Let $K/L/F$ be a field extension such that $L/F$ is purely inseparable. If $a\in K$ is separable over $F$ then $\min_L(a)=\min_F(a)$.
All I have so far is that since $a$ is separable then $min_F(a)=(x-a_1)...(x-a_n)$, if there exists an $i \in \{1,...,n\}$ such that $a_i \in L$ then it is very easy to prove that $min_L(a)=min_F(a)$. If not, I don't know how to proceed.
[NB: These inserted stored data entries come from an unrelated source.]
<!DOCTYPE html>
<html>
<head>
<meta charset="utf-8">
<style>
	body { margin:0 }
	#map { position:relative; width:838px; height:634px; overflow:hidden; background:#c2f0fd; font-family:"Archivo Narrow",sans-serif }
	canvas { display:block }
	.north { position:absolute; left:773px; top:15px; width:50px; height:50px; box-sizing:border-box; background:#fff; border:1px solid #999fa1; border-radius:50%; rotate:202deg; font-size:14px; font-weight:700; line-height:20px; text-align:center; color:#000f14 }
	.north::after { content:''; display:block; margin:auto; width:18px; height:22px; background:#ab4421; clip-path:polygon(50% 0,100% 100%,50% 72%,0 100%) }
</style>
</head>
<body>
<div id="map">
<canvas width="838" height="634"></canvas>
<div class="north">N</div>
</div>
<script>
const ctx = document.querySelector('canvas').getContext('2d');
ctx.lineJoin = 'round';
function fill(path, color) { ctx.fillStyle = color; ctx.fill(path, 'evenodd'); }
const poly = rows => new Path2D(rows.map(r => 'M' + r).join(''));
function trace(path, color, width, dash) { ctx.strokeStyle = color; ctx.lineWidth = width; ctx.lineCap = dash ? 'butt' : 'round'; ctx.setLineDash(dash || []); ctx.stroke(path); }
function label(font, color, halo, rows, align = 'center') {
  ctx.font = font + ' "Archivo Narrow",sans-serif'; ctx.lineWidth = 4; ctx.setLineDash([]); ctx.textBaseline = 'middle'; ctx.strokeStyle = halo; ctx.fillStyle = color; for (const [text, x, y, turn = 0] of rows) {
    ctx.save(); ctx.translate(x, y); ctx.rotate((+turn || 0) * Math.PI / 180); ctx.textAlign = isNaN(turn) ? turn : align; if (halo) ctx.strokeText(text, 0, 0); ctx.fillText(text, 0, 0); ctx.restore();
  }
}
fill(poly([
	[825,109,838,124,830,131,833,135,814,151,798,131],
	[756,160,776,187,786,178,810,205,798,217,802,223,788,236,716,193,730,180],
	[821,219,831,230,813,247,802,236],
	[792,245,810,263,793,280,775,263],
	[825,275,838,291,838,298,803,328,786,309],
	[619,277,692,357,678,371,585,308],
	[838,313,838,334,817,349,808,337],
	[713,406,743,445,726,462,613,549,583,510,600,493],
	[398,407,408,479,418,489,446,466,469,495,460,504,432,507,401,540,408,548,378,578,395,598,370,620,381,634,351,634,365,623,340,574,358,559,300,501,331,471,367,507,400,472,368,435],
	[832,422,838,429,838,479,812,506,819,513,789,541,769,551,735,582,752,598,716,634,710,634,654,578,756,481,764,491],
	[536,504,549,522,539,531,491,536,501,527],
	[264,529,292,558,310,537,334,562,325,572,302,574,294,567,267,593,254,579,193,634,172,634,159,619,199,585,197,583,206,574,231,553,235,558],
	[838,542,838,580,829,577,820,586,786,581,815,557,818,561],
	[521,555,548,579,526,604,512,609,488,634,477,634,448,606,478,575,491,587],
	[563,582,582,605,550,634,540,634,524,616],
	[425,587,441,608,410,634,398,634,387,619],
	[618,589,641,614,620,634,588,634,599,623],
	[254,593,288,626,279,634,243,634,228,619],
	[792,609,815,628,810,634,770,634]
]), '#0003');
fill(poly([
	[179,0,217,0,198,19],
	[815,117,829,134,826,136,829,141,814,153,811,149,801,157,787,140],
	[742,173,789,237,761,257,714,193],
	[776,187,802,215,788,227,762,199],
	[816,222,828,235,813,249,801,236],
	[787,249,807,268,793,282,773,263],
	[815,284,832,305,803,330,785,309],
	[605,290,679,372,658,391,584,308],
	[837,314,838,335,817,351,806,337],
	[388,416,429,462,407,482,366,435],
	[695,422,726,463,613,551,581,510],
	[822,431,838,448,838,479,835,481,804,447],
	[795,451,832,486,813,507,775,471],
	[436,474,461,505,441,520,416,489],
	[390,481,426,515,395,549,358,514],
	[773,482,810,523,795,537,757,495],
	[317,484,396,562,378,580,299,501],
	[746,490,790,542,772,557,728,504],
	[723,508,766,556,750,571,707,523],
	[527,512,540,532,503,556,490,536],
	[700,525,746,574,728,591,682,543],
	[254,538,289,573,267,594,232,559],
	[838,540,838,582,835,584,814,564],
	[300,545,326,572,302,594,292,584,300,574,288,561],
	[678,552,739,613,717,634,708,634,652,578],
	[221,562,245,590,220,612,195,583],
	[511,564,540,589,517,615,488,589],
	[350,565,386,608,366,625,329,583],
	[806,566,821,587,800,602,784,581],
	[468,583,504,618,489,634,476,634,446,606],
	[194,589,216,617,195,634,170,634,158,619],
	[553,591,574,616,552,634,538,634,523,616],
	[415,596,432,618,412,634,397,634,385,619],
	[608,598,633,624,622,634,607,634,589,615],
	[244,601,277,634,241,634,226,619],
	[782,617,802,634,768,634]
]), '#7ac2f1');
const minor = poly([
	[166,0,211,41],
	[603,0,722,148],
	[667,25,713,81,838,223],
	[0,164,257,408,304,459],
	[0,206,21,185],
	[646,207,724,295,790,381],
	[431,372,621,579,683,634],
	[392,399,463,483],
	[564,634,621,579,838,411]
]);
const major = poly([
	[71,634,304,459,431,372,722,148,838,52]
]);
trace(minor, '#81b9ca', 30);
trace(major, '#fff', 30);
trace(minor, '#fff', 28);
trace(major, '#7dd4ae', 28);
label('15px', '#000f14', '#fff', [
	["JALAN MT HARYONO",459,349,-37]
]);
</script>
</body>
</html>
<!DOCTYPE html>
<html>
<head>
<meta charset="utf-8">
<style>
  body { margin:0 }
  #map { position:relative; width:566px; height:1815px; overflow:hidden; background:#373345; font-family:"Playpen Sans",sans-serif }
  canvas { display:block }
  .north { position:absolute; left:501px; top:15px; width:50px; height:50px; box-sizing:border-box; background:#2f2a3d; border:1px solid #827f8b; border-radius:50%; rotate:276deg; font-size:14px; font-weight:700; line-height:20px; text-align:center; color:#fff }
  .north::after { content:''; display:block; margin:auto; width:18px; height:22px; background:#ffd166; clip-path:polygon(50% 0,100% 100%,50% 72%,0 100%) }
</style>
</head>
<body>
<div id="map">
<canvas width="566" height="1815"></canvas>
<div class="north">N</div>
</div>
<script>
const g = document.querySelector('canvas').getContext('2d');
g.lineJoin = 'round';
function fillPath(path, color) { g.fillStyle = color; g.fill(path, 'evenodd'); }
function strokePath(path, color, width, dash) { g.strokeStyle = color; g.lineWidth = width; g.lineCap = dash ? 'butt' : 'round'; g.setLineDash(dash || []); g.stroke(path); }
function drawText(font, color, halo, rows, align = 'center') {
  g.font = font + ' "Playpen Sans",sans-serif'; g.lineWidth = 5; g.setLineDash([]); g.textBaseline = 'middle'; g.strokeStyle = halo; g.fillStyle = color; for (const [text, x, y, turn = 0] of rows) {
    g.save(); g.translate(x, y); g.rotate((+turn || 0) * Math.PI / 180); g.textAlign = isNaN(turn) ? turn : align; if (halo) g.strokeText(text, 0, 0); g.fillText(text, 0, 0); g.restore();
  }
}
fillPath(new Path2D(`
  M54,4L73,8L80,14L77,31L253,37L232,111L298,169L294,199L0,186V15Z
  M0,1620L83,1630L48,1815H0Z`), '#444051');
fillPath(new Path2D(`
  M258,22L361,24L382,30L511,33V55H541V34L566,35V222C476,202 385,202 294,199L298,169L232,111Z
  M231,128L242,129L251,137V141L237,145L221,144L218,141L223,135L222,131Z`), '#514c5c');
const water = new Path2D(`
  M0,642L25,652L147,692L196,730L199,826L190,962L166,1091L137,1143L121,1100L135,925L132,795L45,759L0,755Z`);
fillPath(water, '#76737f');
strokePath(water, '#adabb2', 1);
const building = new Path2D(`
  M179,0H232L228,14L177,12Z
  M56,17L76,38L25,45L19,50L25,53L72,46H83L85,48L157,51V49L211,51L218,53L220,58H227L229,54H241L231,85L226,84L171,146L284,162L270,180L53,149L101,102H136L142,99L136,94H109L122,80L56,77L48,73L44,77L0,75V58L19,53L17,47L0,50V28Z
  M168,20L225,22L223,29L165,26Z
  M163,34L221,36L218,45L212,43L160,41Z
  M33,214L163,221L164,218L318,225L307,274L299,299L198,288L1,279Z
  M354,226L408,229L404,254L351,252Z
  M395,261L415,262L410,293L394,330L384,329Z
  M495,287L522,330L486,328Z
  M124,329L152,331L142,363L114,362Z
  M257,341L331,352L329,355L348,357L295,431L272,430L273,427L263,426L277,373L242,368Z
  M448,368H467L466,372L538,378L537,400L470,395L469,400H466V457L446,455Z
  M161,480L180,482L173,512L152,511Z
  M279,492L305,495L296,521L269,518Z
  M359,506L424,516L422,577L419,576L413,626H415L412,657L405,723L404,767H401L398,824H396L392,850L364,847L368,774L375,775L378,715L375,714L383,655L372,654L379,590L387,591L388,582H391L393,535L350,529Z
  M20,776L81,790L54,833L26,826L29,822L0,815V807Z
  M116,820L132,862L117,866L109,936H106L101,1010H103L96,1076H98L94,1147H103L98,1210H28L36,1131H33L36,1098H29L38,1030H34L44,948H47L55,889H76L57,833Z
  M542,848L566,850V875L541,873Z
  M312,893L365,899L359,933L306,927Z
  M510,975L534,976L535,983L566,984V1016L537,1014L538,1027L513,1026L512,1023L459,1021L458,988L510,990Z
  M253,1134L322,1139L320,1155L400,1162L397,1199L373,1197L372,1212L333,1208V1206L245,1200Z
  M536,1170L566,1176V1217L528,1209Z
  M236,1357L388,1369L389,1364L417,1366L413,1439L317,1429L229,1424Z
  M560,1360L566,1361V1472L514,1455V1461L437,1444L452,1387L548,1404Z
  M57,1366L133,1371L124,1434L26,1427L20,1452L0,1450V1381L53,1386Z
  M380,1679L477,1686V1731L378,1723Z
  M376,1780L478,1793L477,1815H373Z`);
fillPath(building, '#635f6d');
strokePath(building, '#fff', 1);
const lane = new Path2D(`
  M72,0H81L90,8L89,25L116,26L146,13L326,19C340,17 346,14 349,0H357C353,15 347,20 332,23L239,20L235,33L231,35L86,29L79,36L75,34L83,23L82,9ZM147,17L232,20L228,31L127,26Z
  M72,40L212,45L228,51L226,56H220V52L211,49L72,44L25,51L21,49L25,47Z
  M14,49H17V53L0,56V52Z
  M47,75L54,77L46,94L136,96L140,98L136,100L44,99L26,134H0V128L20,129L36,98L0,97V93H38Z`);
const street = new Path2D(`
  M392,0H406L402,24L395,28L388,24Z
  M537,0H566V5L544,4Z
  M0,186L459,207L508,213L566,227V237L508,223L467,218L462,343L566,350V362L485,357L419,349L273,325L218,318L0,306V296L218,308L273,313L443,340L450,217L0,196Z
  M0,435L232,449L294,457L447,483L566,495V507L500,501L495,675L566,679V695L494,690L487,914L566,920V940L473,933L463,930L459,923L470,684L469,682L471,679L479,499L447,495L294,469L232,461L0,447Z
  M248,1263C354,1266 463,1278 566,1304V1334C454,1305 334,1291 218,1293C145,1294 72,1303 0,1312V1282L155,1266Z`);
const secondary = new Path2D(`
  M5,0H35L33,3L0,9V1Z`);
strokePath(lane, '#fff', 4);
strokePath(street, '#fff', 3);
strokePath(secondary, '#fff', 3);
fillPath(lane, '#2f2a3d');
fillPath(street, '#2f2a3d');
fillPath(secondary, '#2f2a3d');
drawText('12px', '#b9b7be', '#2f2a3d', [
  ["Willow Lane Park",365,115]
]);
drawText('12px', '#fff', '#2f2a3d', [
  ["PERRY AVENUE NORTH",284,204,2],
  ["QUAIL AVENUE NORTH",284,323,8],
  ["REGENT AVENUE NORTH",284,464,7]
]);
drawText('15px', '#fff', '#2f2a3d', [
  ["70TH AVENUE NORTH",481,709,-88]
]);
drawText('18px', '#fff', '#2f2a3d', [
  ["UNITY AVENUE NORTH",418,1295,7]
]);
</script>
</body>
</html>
If $a\in K$ is separable over $F$, then $\min_L(a)$ divides $\min_F(a)$, hence $a$ is also separable over $L$. Write $$ \min_L(a) = (X-a_1)\dotsm (X-a_m) $$ for pairwise distinct elements $a_1 = a, a_2,\dotsc,a_m$ in an algebraic closure of $K$. Notice that these are all separable over $F$ (being roots of $\min_F(a)$). Expanding the above product, writing $$ \min_L(a) = \sum_{i=0}^m\lambda_iX^i\in L[X], $$ we see that $\lambda_i\in F(a_1,\dotsc,a_m)$ and hence they are separable over $F$. As the $\lambda_i$ also lie in $L$ and $L/F$ is purely inseparable, we conclude $\lambda_i\in F$ for all $i=0,\dotsc,m$. This shows $\min_L(a) = \min_F(a)$.